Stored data
^^^^^^^^^^^^^^^^
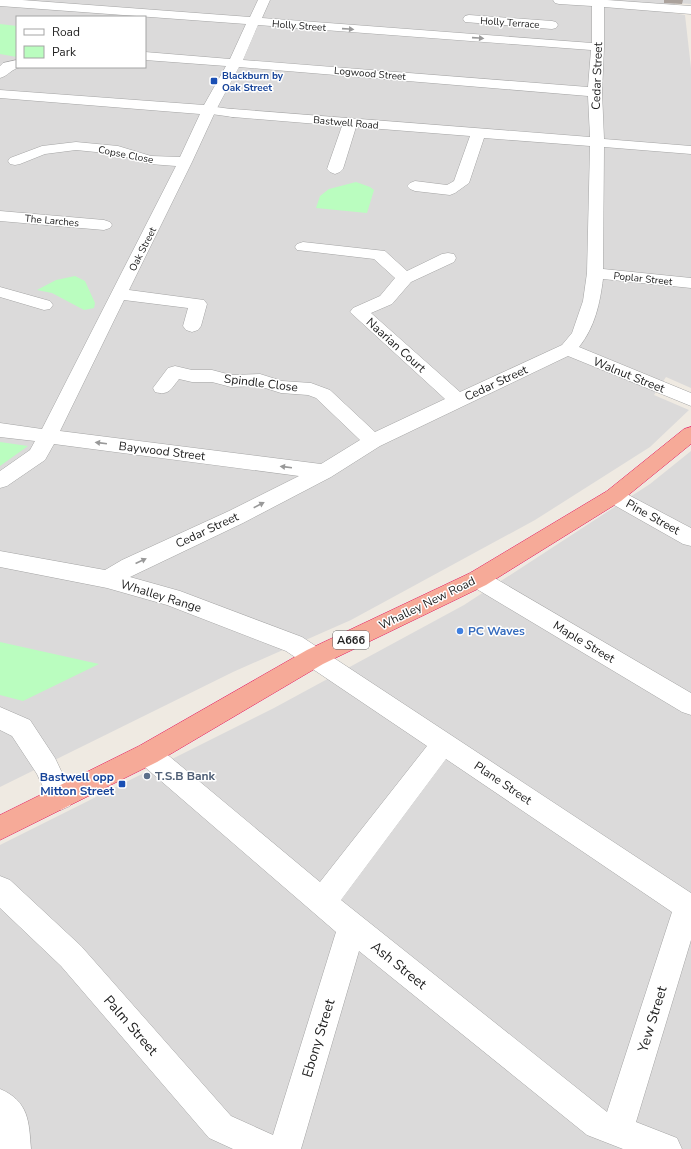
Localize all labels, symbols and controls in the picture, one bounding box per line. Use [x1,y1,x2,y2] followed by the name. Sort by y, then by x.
[480,14,540,32] street label: Holly Terrace
[16,16,146,68] legend
[272,17,327,35] street label: Holly Street
[52,24,80,40] text: Road
[342,25,354,32] one-way arrow
[472,35,484,42] one-way arrow
[588,41,606,110] street label: Cedar Street
[52,44,77,60] text: Park
[333,64,407,84] street label: Logwood Street
[222,69,284,95] place label: Blackburn by Oak Street
[209,76,219,86] marker: Blackburn by Oak Street
[313,113,379,133] street label: Bastwell Road
[97,143,155,167] street label: Copse Close
[24,212,80,230] street label: The Larches
[126,225,160,274] street label: Oak Street
[613,269,674,289] street label: Poplar Street
[363,314,430,377] street label: Naarian Court
[591,353,668,397] street label: Walnut Street
[462,361,531,405] street label: Cedar Street
[223,371,299,395] street label: Spindle Close
[118,438,207,464] street label: Baywood Street
[95,440,107,446] one-way arrow
[280,464,292,470] one-way arrow
[623,496,684,539] street label: Pine Street
[253,502,265,508] one-way arrow
[173,508,242,552] street label: Cedar Street
[136,557,148,563] one-way arrow
[376,573,478,633] street label: Whalley New Road
[119,576,203,616] street label: Whalley Range
[550,617,619,667] street label: Maple Street
[468,623,525,639] place label: PC Waves
[455,626,465,636] marker: PC Waves
[333,631,369,649] road number: A666
[471,758,536,809] street label: Plane Street
[155,768,216,784] place label: T.S.B Bank
[40,769,114,799] place label: Bastwell opp Mitton Street
[142,771,152,781] marker: T.S.B Bank
[117,779,127,789] marker: Bastwell opp Mitton Street
[367,937,431,994] street label: Ash Street
[633,984,672,1055] street label: Yew Street
[99,991,162,1060] street label: Palm Street
[298,997,339,1080] street label: Ebony Street

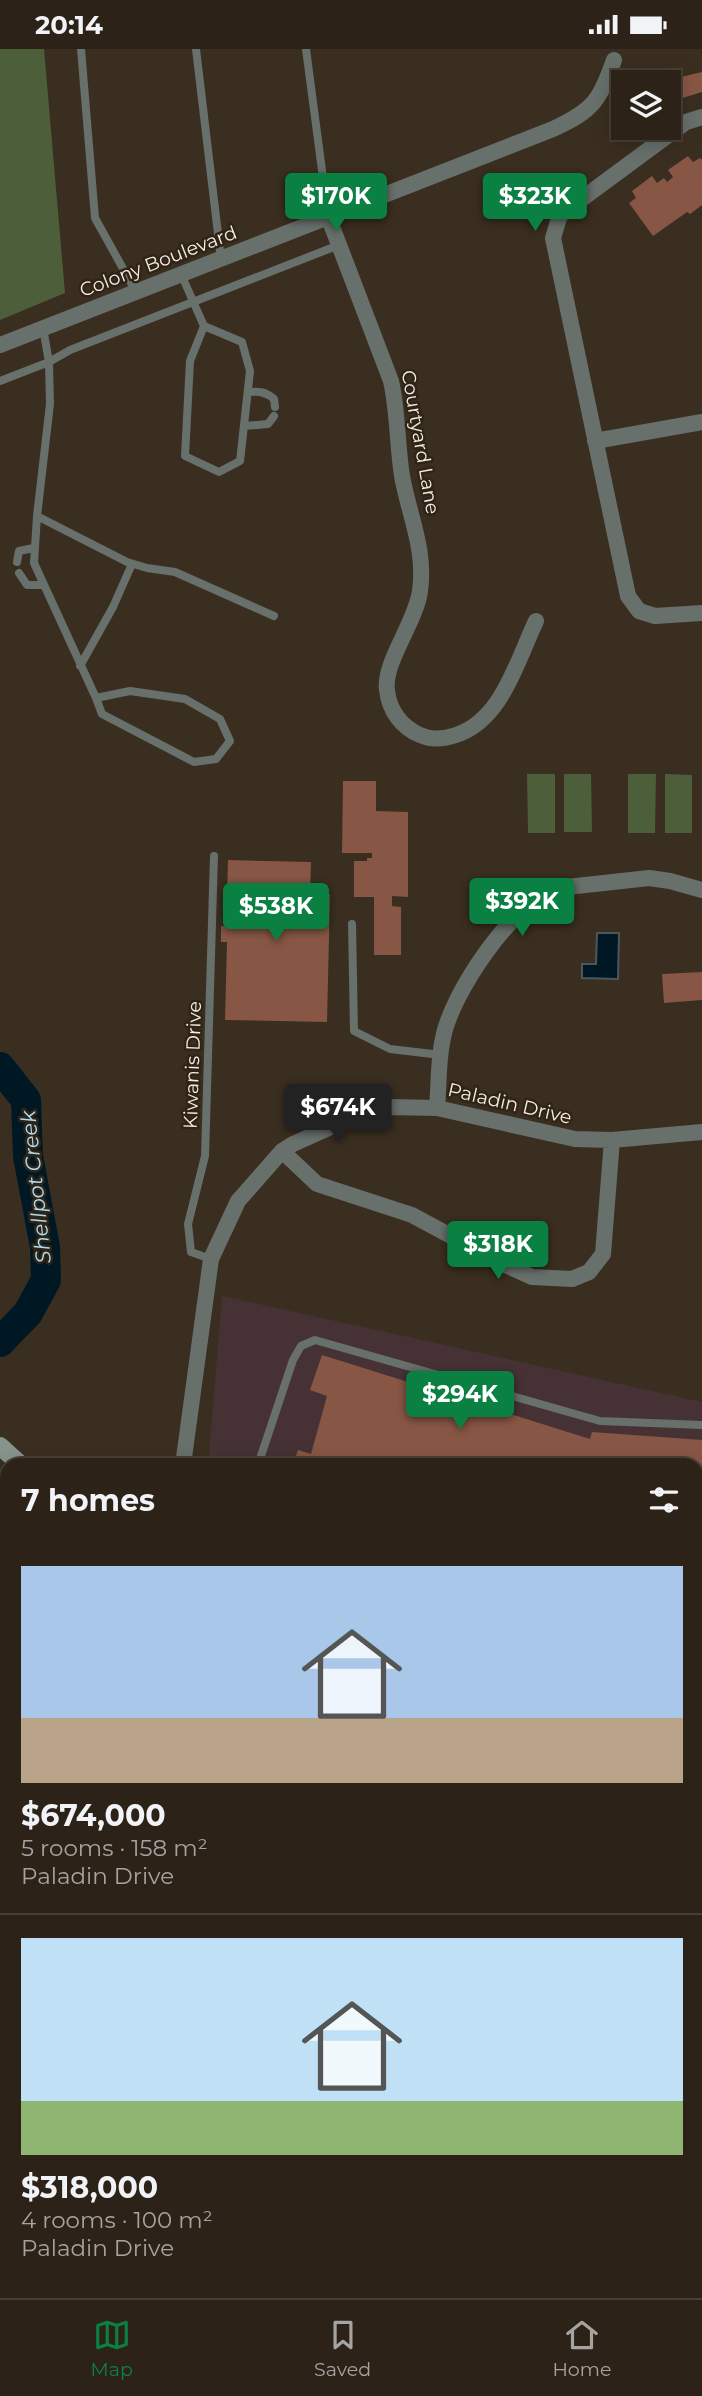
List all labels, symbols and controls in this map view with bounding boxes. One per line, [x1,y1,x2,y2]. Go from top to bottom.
text: 20:14 [35,9,103,41]
map controls [611,70,681,140]
button: layers [611,70,681,140]
pin: $170K [287,173,385,233]
pin: $323K [486,173,584,233]
text: $170K [301,182,371,210]
text: $323K [499,182,571,210]
street label: Colony Boulevard [76,221,240,302]
street label: Courtyard Lane [397,368,444,516]
pin: $392K [473,879,571,938]
pin: $538K [227,883,325,943]
text: $392K [485,887,559,915]
text: $538K [239,892,313,920]
street label: Kiwanis Drive [179,1001,206,1129]
street label: Paladin Drive [446,1078,574,1129]
pin: $674K [289,1085,387,1144]
text: $674K [301,1093,375,1121]
water label: Shellpot Creek [15,1108,56,1265]
pin: $318K [449,1221,547,1281]
text: $318K [463,1230,533,1258]
pin: $294K [411,1371,509,1431]
text: $294K [422,1380,498,1408]
icon: filters [645,1481,683,1519]
text: 7 homes [21,1482,155,1519]
icon: home [289,1611,415,1737]
text: $674,000 [21,1797,166,1834]
text: 5 rooms · 158 m² [21,1834,208,1862]
text: Paladin Drive [21,1862,174,1890]
icon: home [289,1983,415,2109]
text: $318,000 [21,2169,158,2206]
text: 4 rooms · 100 m² [21,2206,213,2234]
text: Paladin Drive [21,2234,174,2262]
tab: Map [91,2316,133,2381]
tab: Saved [314,2316,371,2381]
tab: Home [552,2316,611,2381]

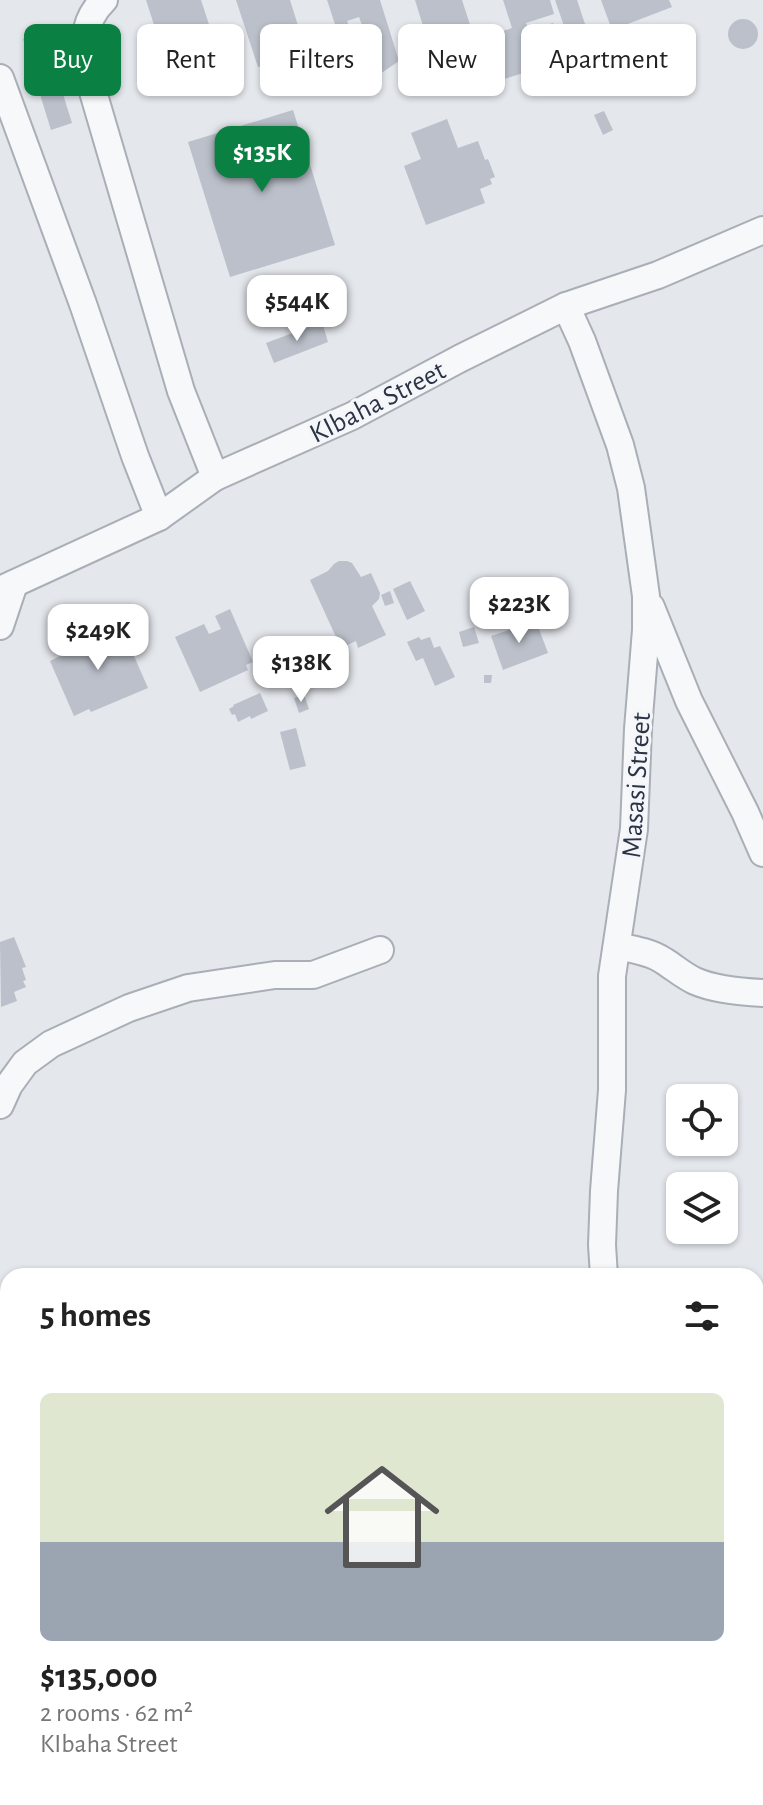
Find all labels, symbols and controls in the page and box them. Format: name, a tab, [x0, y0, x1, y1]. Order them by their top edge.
chip: Buy	[24, 24, 121, 96]
chip: Rent	[137, 24, 244, 96]
chip: Filters	[260, 24, 382, 96]
chip: New	[398, 24, 505, 96]
chip: Apartment	[521, 24, 696, 96]
pin: $135K	[206, 126, 318, 194]
text: $135K	[233, 139, 291, 165]
pin: $544K	[241, 275, 353, 343]
text: $544K	[265, 288, 329, 314]
street label: KIbaha Street	[306, 357, 450, 449]
pin: $223K	[463, 577, 575, 645]
text: $223K	[488, 590, 550, 616]
pin: $249K	[42, 604, 154, 672]
text: $249K	[66, 617, 130, 643]
pin: $138K	[245, 636, 357, 704]
text: $138K	[271, 649, 331, 675]
street label: Masasi Street	[618, 711, 656, 859]
map controls	[666, 1084, 738, 1244]
button: locate	[666, 1084, 738, 1156]
button: layers	[666, 1172, 738, 1244]
icon: filters	[680, 1294, 724, 1338]
text: 5 homes	[40, 1299, 151, 1333]
icon: home	[310, 1445, 454, 1589]
text: $135,000	[40, 1660, 158, 1694]
text: 2 rooms · 62 m²	[40, 1700, 193, 1726]
text: KIbaha Street	[40, 1731, 178, 1757]

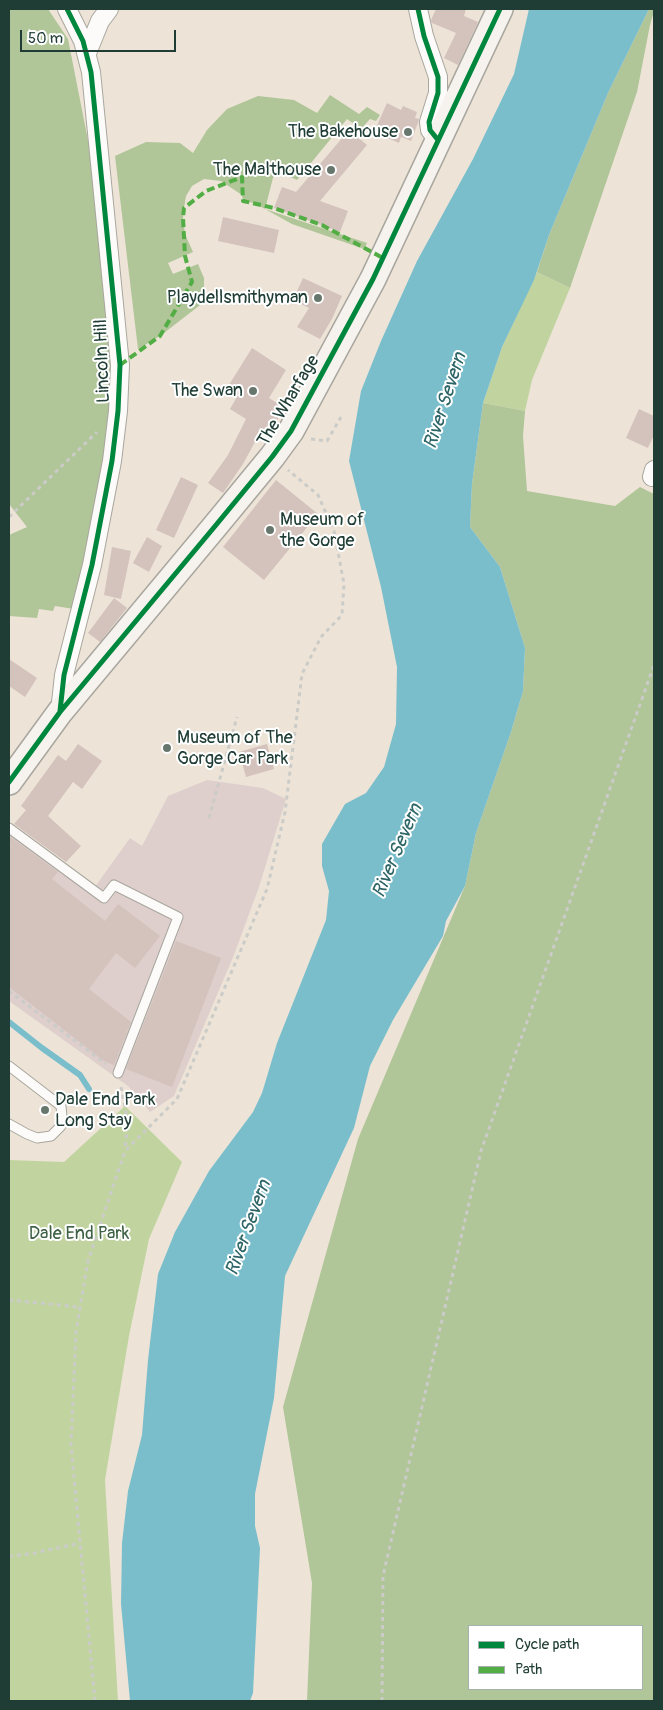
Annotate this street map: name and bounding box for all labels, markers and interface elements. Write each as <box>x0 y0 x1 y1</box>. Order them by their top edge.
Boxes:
scale bar <box>22 20 179 52</box>
text: 50 m <box>28 29 63 48</box>
place label: The Bakehouse <box>288 121 398 143</box>
marker: The Bakehouse <box>402 126 414 138</box>
place label: The Malthouse <box>213 159 321 181</box>
marker: The Malthouse <box>325 164 337 176</box>
place label: Playdellsmithyman <box>167 287 308 309</box>
marker: Playdellsmithyman <box>312 292 324 304</box>
street label: Lincoln Hill <box>91 319 115 403</box>
water label: River Severn <box>420 350 472 452</box>
street label: The Wharfage <box>253 351 325 451</box>
place label: The Swan <box>171 380 243 402</box>
marker: The Swan <box>247 385 259 397</box>
place label: Museum of the Gorge <box>280 509 364 552</box>
marker: Museum of the Gorge <box>264 524 276 536</box>
place label: Museum of The Gorge Car Park <box>177 727 293 770</box>
marker: Museum of The Gorge Car Park <box>161 742 173 754</box>
water label: River Severn <box>368 801 428 901</box>
place label: Dale End Park Long Stay <box>55 1089 156 1132</box>
marker: Dale End Park Long Stay <box>39 1104 51 1116</box>
water label: River Severn <box>221 1177 277 1279</box>
park label: Dale End Park <box>29 1223 129 1245</box>
legend <box>468 1625 643 1690</box>
text: Cycle path <box>515 1635 579 1654</box>
text: Path <box>515 1660 542 1679</box>

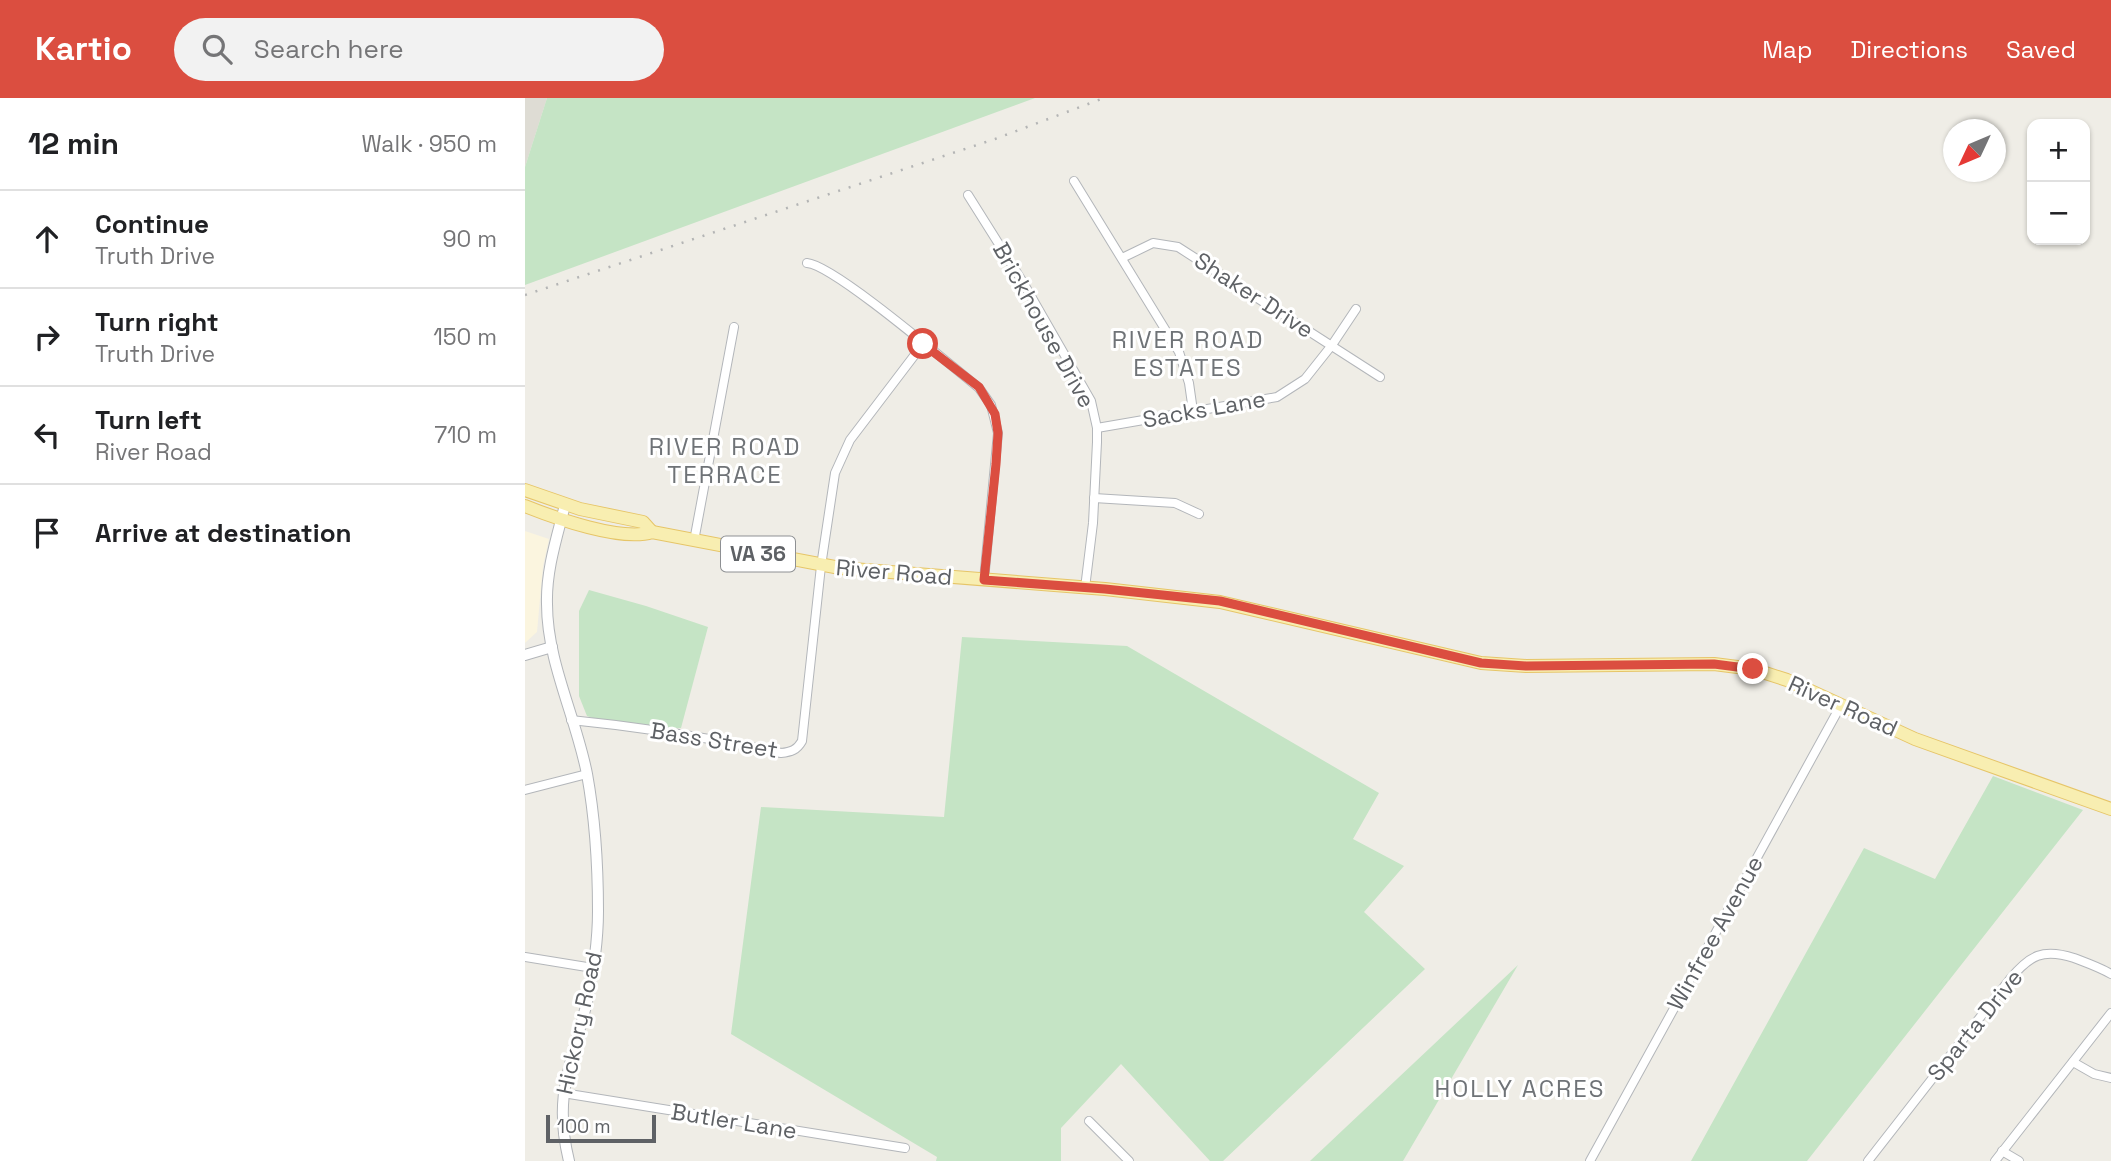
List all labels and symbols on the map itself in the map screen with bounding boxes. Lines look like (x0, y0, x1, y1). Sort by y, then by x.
^^^^^^^^^^^^^^^^
■ DESCRIPTION OF THE TASK ■
Range to copy from the records above: the line containing "Find all labels, symbols" to the line containing "Annotate this street", both included. Output those lines exactly and only those, skipping pictures.

■ ANSWER TO THIS EXERCISE ■
Find all labels, symbols and controls in the page and box them. Format: name, a tab, [x0, y0, x1, y1]. Order them by their top edge.
chip: Buy	[24, 24, 121, 96]
chip: Rent	[137, 24, 244, 96]
chip: Filters	[260, 24, 382, 96]
chip: New	[398, 24, 505, 96]
chip: Apartment	[521, 24, 696, 96]
pin: $135K	[206, 126, 318, 194]
text: $135K	[233, 139, 291, 165]
pin: $544K	[241, 275, 353, 343]
text: $544K	[265, 288, 329, 314]
street label: KIbaha Street	[306, 357, 450, 449]
pin: $223K	[463, 577, 575, 645]
text: $223K	[488, 590, 550, 616]
pin: $249K	[42, 604, 154, 672]
text: $249K	[66, 617, 130, 643]
pin: $138K	[245, 636, 357, 704]
text: $138K	[271, 649, 331, 675]
street label: Masasi Street	[618, 711, 656, 859]
map controls	[666, 1084, 738, 1244]
button: locate	[666, 1084, 738, 1156]
button: layers	[666, 1172, 738, 1244]
icon: filters	[680, 1294, 724, 1338]
text: 5 homes	[40, 1299, 151, 1333]
icon: home	[310, 1445, 454, 1589]
text: $135,000	[40, 1660, 158, 1694]
text: 2 rooms · 62 m²	[40, 1700, 193, 1726]
text: KIbaha Street	[40, 1731, 178, 1757]

Annotate this street map: name and bounding box for all labels, markers and interface elements. Write each as <box>x0 y0 x1 y1</box>. Order them by their top edge.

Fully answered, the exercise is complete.